Right-to-work laws protect the rights of workers who do not want to join a labor union. In Arizona, the right-to-work law prohibits employers from denying non-union members employment, according to the Arizona State Senate.
Furthermore, employers cannot fire an employee if a union forms and he or she decides not to join. Right-to-work also helps to close loopholes that the federal employment laws leave when it comes to unions.
The right-to-work law also addresses union-security agreements. These agreements make nonunion employees pay union fees to keep their job. While it doesn’t require them to be members, they still must pay in without getting any benefits of being part of the organization.

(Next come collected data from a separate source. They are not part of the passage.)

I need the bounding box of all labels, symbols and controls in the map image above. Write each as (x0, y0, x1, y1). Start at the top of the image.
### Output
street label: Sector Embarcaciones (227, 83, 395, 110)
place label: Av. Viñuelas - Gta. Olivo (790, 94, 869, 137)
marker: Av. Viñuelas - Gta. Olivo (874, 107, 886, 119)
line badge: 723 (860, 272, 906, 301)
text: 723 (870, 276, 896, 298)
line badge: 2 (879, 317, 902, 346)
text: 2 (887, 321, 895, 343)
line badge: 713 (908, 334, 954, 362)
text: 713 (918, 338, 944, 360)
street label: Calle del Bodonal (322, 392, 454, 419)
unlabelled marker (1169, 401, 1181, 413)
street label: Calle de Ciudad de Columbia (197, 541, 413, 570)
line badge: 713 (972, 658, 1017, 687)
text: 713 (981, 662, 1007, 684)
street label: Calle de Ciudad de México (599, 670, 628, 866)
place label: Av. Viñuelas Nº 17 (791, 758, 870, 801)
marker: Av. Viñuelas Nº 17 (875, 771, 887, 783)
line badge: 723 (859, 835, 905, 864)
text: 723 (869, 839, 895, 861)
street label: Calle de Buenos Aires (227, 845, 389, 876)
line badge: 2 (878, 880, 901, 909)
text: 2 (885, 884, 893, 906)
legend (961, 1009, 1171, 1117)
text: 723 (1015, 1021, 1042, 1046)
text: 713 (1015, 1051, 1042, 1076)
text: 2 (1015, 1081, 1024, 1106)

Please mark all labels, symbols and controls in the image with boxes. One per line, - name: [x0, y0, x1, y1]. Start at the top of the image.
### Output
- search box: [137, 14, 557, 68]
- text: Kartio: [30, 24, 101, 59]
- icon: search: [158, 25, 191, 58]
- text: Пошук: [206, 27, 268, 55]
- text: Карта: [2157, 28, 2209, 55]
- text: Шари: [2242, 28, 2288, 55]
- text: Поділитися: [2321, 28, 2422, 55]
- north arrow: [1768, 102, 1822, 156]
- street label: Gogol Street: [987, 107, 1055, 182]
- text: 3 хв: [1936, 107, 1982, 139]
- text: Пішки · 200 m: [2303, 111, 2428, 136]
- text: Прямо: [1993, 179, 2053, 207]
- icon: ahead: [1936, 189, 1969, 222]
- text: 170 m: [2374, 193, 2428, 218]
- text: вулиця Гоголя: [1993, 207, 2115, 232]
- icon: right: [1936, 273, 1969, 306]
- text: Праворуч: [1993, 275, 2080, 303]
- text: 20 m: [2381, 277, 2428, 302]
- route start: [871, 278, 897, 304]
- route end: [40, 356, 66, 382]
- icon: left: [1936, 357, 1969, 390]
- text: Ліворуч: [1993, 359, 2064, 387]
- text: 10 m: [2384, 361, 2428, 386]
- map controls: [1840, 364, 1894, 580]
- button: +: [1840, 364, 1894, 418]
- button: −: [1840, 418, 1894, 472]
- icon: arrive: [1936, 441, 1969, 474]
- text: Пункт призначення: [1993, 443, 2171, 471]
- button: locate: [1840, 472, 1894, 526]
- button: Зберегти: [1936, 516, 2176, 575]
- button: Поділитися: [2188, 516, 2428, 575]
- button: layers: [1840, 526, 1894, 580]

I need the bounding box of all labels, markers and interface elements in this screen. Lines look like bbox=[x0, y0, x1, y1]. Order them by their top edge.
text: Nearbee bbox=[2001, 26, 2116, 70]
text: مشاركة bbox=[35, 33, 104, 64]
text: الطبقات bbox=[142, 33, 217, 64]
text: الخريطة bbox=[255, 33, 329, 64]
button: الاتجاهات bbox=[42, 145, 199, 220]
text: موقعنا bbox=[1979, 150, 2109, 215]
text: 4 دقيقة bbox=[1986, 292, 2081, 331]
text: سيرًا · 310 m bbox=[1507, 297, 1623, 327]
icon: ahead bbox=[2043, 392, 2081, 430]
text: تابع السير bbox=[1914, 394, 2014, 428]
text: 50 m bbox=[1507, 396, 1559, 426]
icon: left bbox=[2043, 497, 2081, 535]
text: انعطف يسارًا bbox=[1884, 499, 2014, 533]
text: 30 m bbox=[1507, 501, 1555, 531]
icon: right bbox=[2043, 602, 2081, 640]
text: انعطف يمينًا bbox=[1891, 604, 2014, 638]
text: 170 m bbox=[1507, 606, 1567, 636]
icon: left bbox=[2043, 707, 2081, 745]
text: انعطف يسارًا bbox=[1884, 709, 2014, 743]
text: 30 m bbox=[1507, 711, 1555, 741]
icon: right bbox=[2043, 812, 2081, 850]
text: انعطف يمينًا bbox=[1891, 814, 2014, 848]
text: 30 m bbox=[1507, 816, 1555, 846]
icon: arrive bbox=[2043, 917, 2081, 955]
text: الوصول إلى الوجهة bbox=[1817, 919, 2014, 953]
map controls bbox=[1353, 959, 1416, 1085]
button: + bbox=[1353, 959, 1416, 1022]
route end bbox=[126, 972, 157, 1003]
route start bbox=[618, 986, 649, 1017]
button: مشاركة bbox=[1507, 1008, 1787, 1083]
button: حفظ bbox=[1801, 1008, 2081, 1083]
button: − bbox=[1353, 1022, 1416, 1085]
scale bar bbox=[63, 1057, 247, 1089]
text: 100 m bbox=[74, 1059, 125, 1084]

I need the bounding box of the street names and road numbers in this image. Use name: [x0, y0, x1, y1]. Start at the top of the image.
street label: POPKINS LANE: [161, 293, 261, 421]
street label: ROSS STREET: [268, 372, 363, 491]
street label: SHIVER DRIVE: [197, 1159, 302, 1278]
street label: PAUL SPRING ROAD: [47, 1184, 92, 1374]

In some cases, they may have to pay the full amount of fees charged to anyone joining the union.
Under right-to-work, employers cannot enter into union-security agreements or make nonunion members pay fees.
It is important to note that unions must represent all employee’s interests, even those who are not in the union. But the right-to-work law ensures they do not try to make employees who do not wish to be part of their organization pay.
Right-to-work laws help protect everyone since federal law already protects employees’ rights to join unions. Federal law says employers cannot prevent employees from joining or forming a union. They also cannot punish employees for union affiliation.
Many employment laws seek to ensure fairness in the workforce. Since federal law does not prohibit union-security agreements or protect those who do not want to join a union, the right-to-work laws step in to fill the gap.